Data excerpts

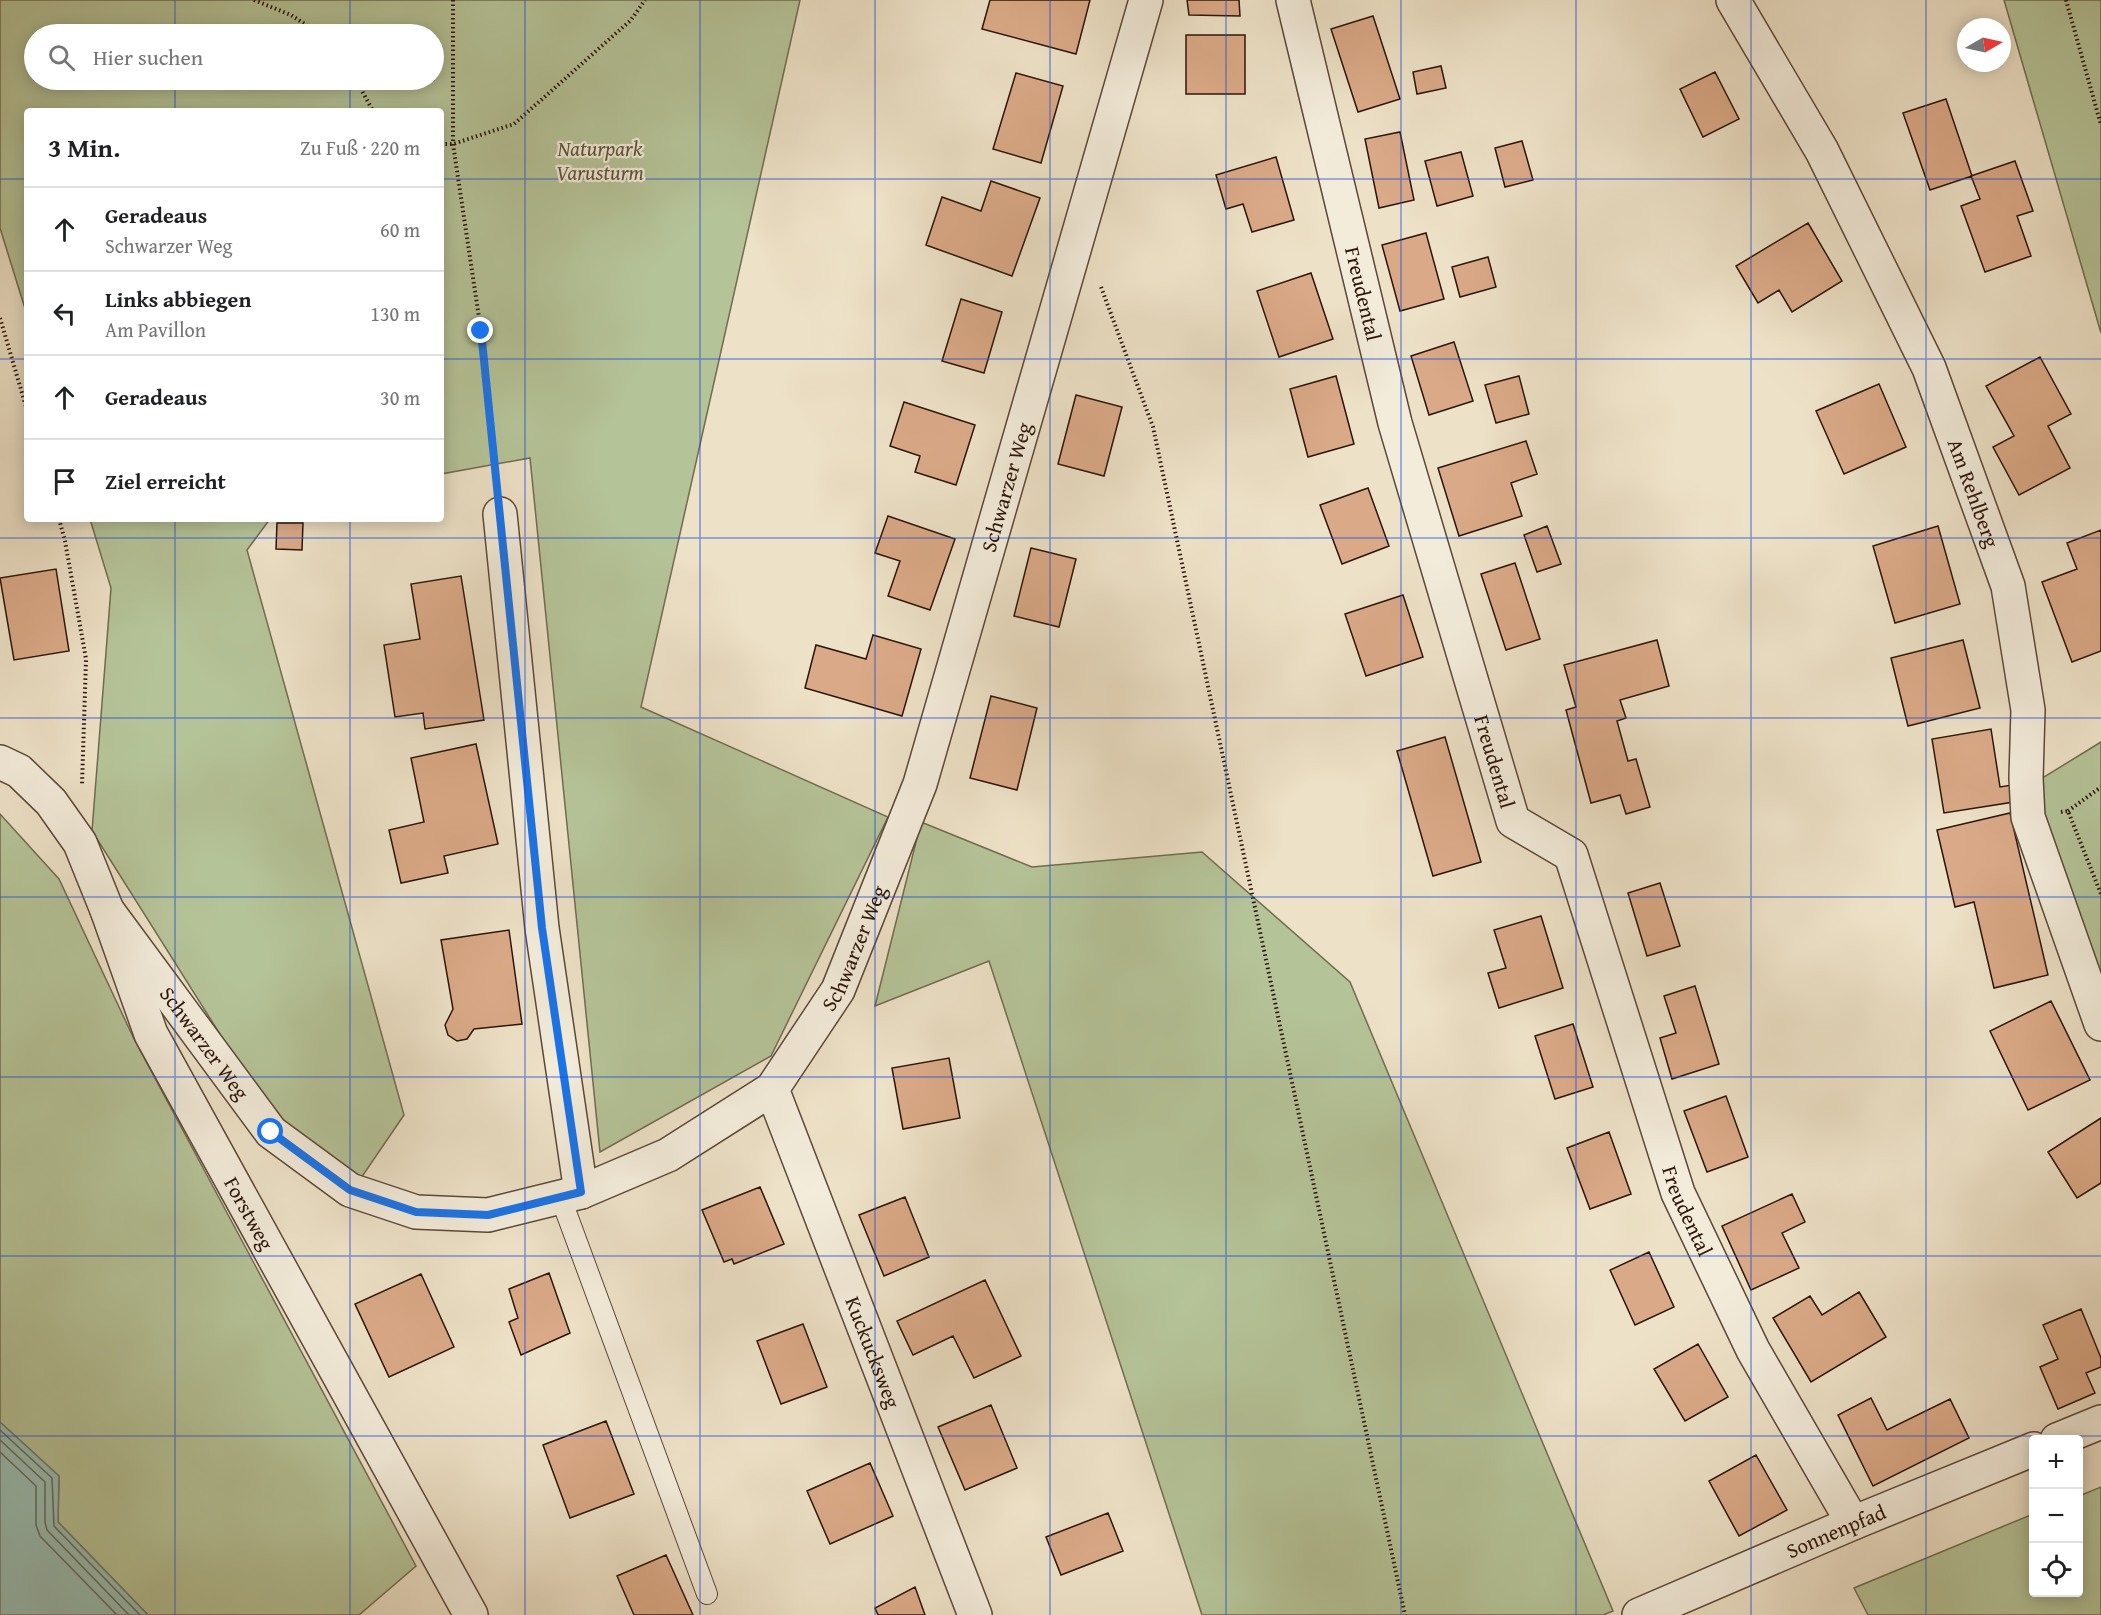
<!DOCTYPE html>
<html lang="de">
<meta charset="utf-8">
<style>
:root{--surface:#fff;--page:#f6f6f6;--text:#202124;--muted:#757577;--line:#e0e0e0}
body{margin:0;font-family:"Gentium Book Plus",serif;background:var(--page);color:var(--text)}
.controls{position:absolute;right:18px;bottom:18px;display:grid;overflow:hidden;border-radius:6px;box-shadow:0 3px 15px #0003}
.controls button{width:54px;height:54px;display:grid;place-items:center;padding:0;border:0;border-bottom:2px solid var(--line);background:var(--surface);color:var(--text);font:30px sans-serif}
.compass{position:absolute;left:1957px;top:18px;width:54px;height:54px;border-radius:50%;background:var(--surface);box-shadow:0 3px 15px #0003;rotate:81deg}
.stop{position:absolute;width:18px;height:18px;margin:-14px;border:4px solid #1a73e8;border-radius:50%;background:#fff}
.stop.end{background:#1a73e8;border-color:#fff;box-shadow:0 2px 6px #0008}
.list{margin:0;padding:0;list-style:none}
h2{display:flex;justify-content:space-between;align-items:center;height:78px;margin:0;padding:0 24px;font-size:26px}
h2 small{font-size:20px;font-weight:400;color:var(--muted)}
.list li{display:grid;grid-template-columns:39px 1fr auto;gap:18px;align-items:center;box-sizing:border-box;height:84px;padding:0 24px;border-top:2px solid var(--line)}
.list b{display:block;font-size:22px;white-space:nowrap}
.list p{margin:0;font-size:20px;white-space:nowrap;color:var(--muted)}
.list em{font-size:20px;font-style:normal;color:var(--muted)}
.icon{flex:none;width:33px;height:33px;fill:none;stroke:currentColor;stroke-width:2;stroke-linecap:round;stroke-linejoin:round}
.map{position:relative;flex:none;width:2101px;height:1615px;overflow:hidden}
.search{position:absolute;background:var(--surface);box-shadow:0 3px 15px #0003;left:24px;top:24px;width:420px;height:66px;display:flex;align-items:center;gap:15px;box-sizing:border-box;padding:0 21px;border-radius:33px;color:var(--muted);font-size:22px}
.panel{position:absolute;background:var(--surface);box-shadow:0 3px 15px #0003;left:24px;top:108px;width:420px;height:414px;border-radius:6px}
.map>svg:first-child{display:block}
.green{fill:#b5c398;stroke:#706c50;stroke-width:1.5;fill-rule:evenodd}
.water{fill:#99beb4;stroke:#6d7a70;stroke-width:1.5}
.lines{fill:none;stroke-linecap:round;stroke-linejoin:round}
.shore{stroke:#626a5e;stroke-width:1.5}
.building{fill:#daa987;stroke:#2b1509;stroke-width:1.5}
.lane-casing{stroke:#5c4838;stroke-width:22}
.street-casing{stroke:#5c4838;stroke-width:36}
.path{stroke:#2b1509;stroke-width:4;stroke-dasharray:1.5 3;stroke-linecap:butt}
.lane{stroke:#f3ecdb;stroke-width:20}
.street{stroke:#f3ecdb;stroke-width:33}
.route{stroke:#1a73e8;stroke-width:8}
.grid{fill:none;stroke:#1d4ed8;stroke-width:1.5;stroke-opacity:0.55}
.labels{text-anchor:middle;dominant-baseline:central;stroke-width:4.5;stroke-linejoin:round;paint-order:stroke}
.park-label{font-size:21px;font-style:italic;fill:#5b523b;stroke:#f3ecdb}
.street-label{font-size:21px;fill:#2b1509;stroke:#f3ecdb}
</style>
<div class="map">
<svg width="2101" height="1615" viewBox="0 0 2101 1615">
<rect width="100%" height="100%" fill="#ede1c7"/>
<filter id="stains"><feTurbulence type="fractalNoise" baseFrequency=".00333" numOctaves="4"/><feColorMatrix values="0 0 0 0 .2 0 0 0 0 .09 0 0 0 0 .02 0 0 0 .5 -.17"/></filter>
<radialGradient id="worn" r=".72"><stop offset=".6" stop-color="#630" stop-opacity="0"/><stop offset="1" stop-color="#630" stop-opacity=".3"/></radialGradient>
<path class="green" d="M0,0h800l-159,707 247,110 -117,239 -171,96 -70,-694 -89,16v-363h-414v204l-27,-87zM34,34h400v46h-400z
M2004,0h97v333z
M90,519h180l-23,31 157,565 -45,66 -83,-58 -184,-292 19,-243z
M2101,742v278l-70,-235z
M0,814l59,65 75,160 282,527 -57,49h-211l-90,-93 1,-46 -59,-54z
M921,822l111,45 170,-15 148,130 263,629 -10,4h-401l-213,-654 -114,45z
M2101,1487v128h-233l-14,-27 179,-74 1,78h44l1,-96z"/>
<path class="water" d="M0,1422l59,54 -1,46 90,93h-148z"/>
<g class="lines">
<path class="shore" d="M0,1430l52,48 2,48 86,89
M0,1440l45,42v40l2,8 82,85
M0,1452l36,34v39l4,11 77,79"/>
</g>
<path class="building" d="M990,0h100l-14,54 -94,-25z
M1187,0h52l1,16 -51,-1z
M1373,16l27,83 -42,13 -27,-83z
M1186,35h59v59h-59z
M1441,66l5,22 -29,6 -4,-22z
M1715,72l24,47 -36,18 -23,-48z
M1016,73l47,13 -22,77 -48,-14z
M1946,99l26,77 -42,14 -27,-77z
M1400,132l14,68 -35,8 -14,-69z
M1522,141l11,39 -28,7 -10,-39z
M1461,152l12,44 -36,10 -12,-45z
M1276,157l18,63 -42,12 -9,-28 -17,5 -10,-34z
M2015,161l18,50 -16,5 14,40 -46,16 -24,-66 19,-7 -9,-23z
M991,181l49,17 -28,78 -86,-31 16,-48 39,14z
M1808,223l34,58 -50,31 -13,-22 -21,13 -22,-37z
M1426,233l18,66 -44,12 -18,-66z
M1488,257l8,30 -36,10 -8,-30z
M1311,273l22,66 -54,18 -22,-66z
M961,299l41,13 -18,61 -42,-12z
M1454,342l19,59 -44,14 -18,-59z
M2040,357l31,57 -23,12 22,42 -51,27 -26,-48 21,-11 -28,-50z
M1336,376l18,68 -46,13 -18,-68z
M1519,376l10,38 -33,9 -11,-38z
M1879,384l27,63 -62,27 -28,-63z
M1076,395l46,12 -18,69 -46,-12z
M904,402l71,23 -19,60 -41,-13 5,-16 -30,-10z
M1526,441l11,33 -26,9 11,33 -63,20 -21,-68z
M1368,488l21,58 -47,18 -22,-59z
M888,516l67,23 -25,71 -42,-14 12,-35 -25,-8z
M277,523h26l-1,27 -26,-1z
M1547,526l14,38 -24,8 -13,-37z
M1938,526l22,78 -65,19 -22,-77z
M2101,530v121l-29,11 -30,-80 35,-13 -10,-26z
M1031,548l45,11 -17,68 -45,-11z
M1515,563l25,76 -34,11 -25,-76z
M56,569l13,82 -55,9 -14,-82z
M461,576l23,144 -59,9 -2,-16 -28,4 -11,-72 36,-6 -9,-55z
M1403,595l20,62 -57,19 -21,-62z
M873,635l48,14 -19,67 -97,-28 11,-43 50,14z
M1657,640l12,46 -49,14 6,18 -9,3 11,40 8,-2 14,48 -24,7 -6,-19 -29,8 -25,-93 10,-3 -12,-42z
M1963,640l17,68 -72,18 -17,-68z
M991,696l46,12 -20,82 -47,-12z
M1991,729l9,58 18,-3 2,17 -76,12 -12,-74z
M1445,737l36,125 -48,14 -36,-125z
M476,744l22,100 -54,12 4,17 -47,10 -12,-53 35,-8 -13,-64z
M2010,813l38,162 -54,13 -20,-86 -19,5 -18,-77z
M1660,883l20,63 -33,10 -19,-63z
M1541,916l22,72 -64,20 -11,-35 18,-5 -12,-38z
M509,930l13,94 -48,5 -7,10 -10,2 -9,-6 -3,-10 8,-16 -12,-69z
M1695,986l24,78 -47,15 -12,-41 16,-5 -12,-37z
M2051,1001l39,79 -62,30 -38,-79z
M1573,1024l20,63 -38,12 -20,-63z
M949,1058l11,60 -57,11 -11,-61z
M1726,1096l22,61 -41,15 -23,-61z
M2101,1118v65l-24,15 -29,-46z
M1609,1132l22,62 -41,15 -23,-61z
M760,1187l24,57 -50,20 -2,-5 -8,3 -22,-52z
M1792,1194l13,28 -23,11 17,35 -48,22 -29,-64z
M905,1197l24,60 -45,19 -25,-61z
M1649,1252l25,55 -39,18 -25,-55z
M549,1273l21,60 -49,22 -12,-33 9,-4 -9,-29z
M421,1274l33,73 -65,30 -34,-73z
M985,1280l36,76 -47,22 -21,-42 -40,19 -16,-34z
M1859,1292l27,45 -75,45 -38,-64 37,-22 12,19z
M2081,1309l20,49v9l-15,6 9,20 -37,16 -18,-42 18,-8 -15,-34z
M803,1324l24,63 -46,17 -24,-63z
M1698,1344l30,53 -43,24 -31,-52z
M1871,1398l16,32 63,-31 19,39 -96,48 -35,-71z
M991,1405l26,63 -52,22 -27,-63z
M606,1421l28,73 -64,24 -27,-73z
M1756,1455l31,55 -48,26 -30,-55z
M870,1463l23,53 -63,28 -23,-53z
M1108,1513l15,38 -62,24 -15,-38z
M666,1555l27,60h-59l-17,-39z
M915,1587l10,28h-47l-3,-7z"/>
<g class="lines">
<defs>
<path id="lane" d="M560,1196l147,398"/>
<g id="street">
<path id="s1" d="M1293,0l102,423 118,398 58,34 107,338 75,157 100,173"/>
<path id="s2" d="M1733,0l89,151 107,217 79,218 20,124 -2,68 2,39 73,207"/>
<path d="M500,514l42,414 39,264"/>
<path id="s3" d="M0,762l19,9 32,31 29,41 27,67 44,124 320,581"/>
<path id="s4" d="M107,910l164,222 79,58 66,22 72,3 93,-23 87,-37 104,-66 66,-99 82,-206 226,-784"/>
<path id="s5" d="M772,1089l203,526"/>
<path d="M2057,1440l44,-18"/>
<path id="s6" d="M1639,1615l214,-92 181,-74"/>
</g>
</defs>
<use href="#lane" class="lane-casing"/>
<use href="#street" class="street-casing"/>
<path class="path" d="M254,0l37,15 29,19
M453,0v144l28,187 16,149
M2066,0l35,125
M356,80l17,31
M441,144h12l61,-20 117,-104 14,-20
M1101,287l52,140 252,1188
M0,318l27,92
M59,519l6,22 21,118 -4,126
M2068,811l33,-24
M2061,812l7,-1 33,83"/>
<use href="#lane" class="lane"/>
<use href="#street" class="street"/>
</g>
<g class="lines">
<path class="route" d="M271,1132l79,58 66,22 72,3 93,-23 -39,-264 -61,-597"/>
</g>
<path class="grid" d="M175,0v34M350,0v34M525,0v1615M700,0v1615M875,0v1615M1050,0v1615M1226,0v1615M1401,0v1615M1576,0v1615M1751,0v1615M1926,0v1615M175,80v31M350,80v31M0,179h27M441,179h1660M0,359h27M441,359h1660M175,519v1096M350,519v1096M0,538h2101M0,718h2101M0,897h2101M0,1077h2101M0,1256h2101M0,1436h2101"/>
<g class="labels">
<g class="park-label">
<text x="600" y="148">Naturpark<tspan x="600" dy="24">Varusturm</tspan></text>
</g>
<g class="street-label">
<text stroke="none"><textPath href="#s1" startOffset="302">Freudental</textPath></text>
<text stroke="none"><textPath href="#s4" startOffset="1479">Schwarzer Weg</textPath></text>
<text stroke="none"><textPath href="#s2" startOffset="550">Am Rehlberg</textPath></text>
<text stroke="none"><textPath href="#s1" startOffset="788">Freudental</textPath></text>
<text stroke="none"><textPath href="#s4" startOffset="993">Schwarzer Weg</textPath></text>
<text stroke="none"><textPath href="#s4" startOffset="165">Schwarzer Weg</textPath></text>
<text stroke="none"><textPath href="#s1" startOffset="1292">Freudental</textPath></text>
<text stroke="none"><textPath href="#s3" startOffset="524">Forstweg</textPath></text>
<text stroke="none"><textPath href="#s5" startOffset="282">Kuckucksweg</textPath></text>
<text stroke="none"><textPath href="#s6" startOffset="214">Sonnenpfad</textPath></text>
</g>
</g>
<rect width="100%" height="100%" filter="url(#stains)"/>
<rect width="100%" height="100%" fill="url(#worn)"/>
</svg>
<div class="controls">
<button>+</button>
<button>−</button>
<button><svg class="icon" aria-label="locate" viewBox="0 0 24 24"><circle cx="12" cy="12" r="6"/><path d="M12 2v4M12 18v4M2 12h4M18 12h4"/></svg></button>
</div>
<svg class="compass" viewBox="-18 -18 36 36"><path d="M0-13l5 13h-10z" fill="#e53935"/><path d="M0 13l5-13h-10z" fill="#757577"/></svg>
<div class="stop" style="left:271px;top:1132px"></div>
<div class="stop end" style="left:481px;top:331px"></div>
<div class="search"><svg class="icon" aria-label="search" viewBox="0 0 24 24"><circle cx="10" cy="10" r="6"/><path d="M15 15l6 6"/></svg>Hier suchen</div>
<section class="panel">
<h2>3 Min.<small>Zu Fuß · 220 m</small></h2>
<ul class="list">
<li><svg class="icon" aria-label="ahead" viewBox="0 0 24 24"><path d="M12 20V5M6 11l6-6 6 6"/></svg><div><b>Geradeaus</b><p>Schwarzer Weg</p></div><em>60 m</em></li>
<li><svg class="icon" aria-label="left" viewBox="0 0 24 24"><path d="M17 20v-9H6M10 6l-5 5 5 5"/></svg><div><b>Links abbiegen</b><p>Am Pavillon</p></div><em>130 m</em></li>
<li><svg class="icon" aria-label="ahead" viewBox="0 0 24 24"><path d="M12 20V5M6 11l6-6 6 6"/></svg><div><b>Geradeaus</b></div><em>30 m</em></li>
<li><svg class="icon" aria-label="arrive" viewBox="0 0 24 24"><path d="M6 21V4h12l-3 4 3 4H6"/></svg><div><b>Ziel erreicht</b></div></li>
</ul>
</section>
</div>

*Exercise*
Looking at the entries above, find how many lines include the word "hidden" and write that number alone.

*Response*
2